***** RECORD SET

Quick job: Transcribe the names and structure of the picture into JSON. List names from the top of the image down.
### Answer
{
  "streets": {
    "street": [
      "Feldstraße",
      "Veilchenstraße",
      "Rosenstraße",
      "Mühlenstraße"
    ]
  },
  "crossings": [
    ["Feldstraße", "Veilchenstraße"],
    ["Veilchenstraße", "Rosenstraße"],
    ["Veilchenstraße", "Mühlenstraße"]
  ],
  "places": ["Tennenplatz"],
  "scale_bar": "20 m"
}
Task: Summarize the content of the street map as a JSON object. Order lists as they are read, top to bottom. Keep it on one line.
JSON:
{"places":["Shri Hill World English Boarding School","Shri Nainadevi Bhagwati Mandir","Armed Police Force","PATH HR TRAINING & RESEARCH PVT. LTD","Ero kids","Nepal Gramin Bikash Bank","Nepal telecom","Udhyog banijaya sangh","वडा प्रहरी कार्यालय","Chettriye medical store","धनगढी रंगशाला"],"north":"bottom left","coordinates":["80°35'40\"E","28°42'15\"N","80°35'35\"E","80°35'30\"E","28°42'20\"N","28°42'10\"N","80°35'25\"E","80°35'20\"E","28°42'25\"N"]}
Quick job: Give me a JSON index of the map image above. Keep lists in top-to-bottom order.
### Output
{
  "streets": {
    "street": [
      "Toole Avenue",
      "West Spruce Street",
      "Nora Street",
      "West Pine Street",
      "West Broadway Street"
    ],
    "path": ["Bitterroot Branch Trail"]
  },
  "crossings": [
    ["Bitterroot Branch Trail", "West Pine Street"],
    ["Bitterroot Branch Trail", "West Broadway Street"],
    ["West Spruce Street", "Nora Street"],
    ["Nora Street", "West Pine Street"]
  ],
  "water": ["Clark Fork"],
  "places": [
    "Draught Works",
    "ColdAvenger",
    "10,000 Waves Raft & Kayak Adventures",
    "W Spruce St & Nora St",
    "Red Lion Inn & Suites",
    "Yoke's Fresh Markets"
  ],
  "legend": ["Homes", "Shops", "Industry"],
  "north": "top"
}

**********

TASK GOAL - Print the records above exactly as they appear.

ANSWER BELOW -
Quick job: Transcribe the names and structure of the picture into JSON. List names from the top of the image down.
### Answer
{
  "streets": {
    "street": [
      "Feldstraße",
      "Veilchenstraße",
      "Rosenstraße",
      "Mühlenstraße"
    ]
  },
  "crossings": [
    ["Feldstraße", "Veilchenstraße"],
    ["Veilchenstraße", "Rosenstraße"],
    ["Veilchenstraße", "Mühlenstraße"]
  ],
  "places": ["Tennenplatz"],
  "scale_bar": "20 m"
}
Task: Summarize the content of the street map as a JSON object. Order lists as they are read, top to bottom. Keep it on one line.
JSON:
{"places":["Shri Hill World English Boarding School","Shri Nainadevi Bhagwati Mandir","Armed Police Force","PATH HR TRAINING & RESEARCH PVT. LTD","Ero kids","Nepal Gramin Bikash Bank","Nepal telecom","Udhyog banijaya sangh","वडा प्रहरी कार्यालय","Chettriye medical store","धनगढी रंगशाला"],"north":"bottom left","coordinates":["80°35'40\"E","28°42'15\"N","80°35'35\"E","80°35'30\"E","28°42'20\"N","28°42'10\"N","80°35'25\"E","80°35'20\"E","28°42'25\"N"]}
Quick job: Give me a JSON index of the map image above. Keep lists in top-to-bottom order.
### Output
{
  "streets": {
    "street": [
      "Toole Avenue",
      "West Spruce Street",
      "Nora Street",
      "West Pine Street",
      "West Broadway Street"
    ],
    "path": ["Bitterroot Branch Trail"]
  },
  "crossings": [
    ["Bitterroot Branch Trail", "West Pine Street"],
    ["Bitterroot Branch Trail", "West Broadway Street"],
    ["West Spruce Street", "Nora Street"],
    ["Nora Street", "West Pine Street"]
  ],
  "water": ["Clark Fork"],
  "places": [
    "Draught Works",
    "ColdAvenger",
    "10,000 Waves Raft & Kayak Adventures",
    "W Spruce St & Nora St",
    "Red Lion Inn & Suites",
    "Yoke's Fresh Markets"
  ],
  "legend": ["Homes", "Shops", "Industry"],
  "north": "top"
}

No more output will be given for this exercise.